• Your assignment:
Write out each line of the listing as it stands, without the images.

• Supplied material:
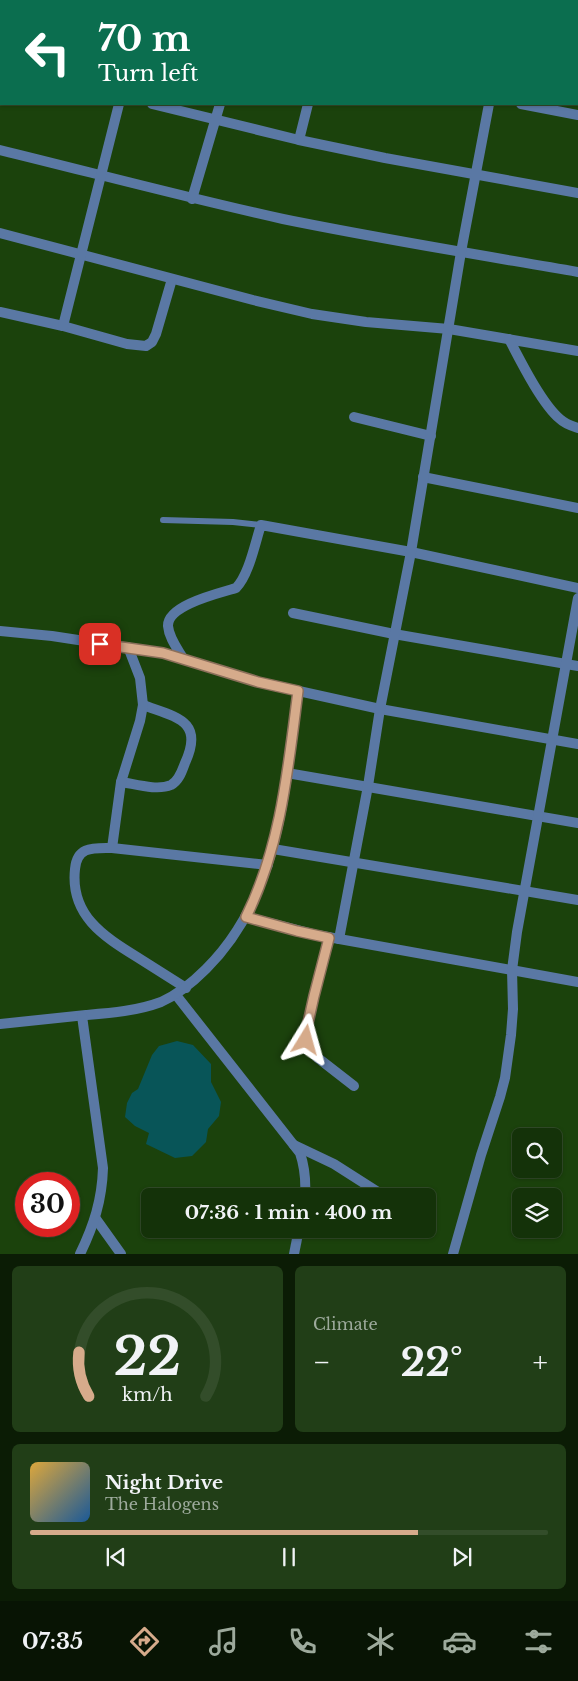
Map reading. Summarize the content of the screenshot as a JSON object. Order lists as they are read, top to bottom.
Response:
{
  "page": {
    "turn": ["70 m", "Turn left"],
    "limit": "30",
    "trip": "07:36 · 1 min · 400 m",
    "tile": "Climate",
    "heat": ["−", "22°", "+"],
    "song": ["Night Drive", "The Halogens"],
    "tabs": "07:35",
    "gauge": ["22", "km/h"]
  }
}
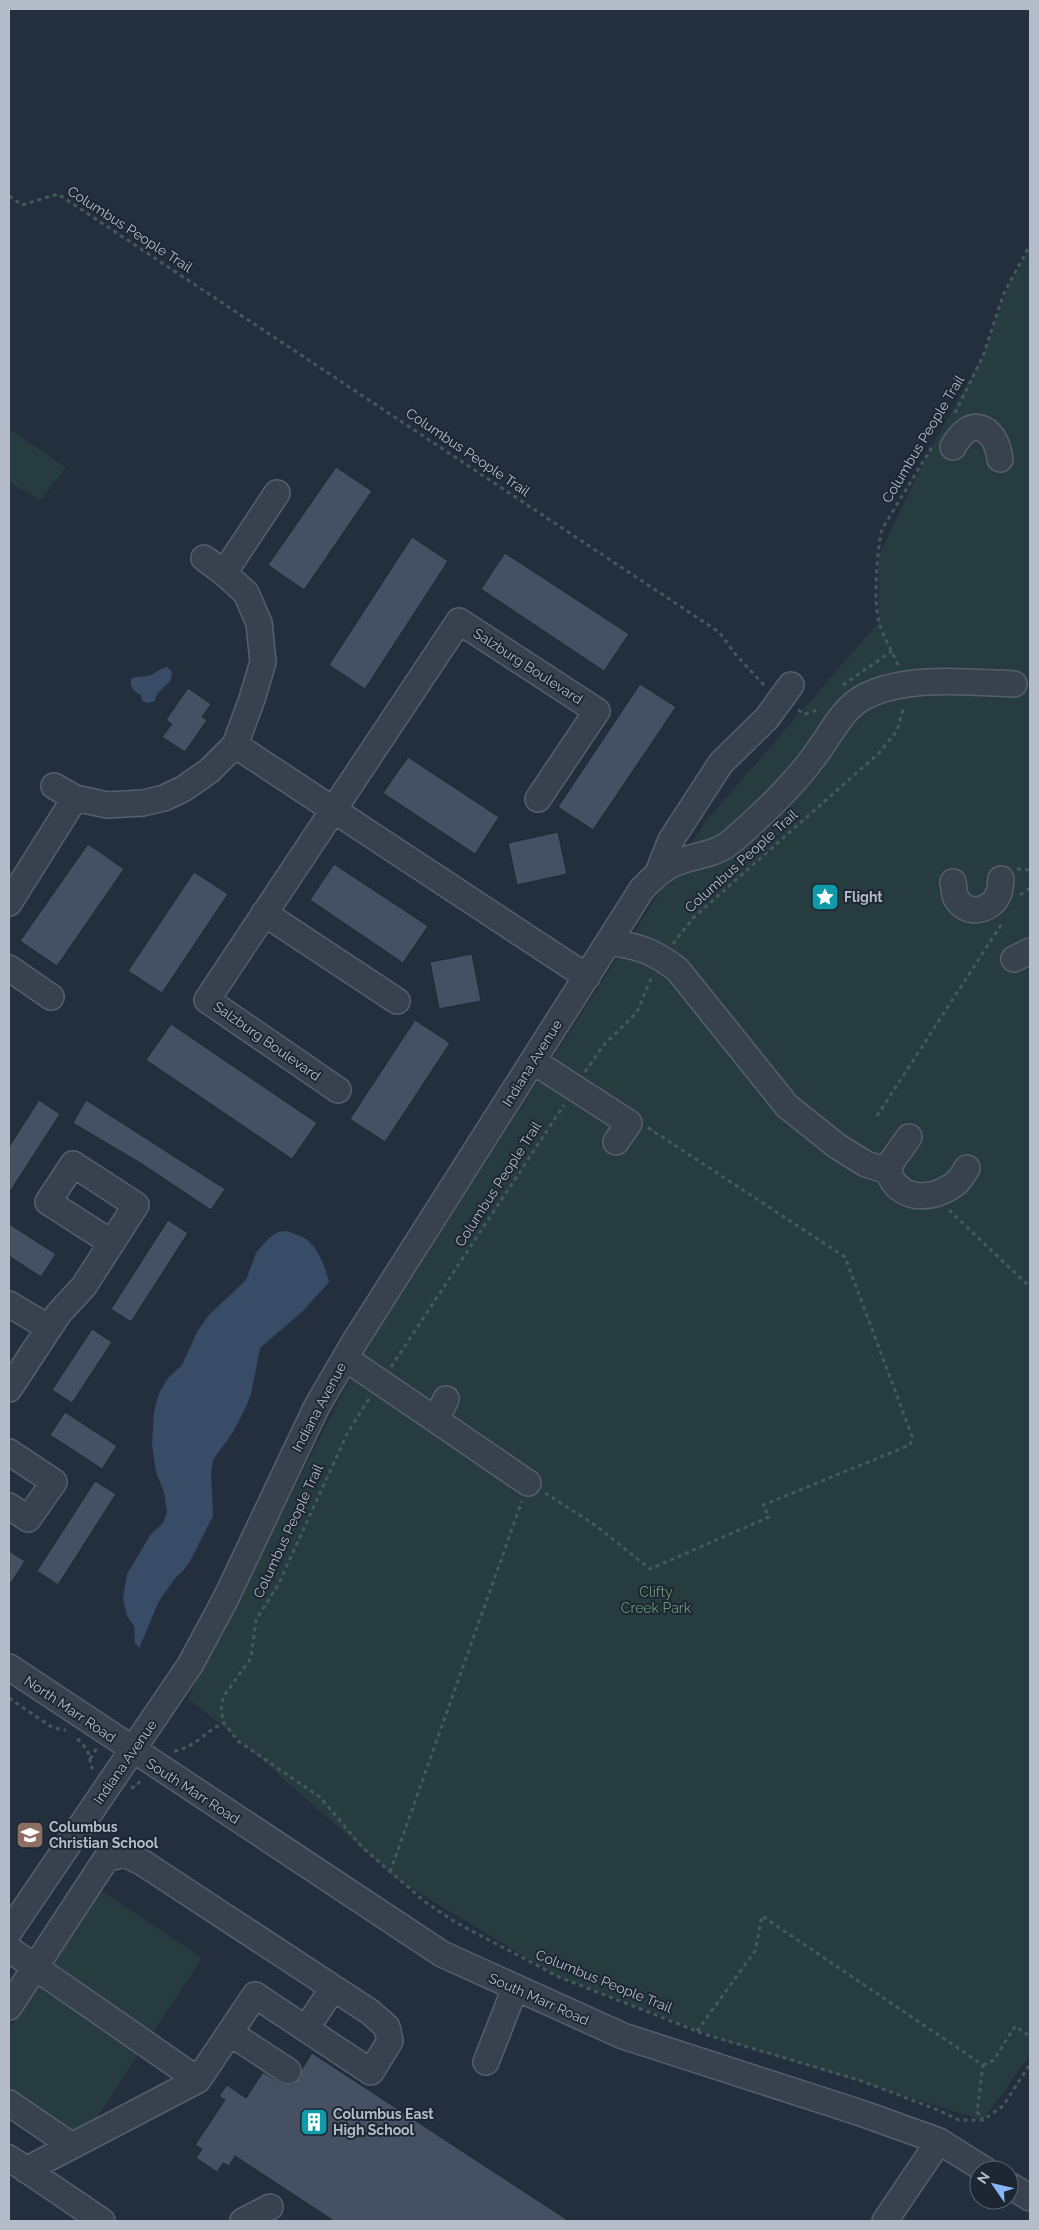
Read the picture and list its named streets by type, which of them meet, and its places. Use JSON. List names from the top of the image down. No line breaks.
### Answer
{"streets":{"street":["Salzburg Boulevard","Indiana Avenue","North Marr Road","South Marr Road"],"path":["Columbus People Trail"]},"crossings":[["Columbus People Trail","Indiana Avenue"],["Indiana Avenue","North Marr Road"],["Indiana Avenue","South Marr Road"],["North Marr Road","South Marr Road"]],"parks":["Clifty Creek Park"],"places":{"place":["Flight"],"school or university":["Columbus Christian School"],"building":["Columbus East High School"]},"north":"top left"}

• Solved problem:
Map reading. Summarize the content of the screenshot as a JSON object. Order lists as they are read, top to bottom.
Response:
{
  "page": {
    "turn": ["70 m", "Turn left"],
    "limit": "30",
    "trip": "07:36 · 1 min · 400 m",
    "tile": "Climate",
    "heat": ["−", "22°", "+"],
    "song": ["Night Drive", "The Halogens"],
    "tabs": "07:35",
    "gauge": ["22", "km/h"]
  }
}
Read the picture and list its named streets by type, which of them meet, and its places. Use JSON. List names from the top of the image down. No line breaks.
### Answer
{"streets":{"street":["Salzburg Boulevard","Indiana Avenue","North Marr Road","South Marr Road"],"path":["Columbus People Trail"]},"crossings":[["Columbus People Trail","Indiana Avenue"],["Indiana Avenue","North Marr Road"],["Indiana Avenue","South Marr Road"],["North Marr Road","South Marr Road"]],"parks":["Clifty Creek Park"],"places":{"place":["Flight"],"school or university":["Columbus Christian School"],"building":["Columbus East High School"]},"north":"top left"}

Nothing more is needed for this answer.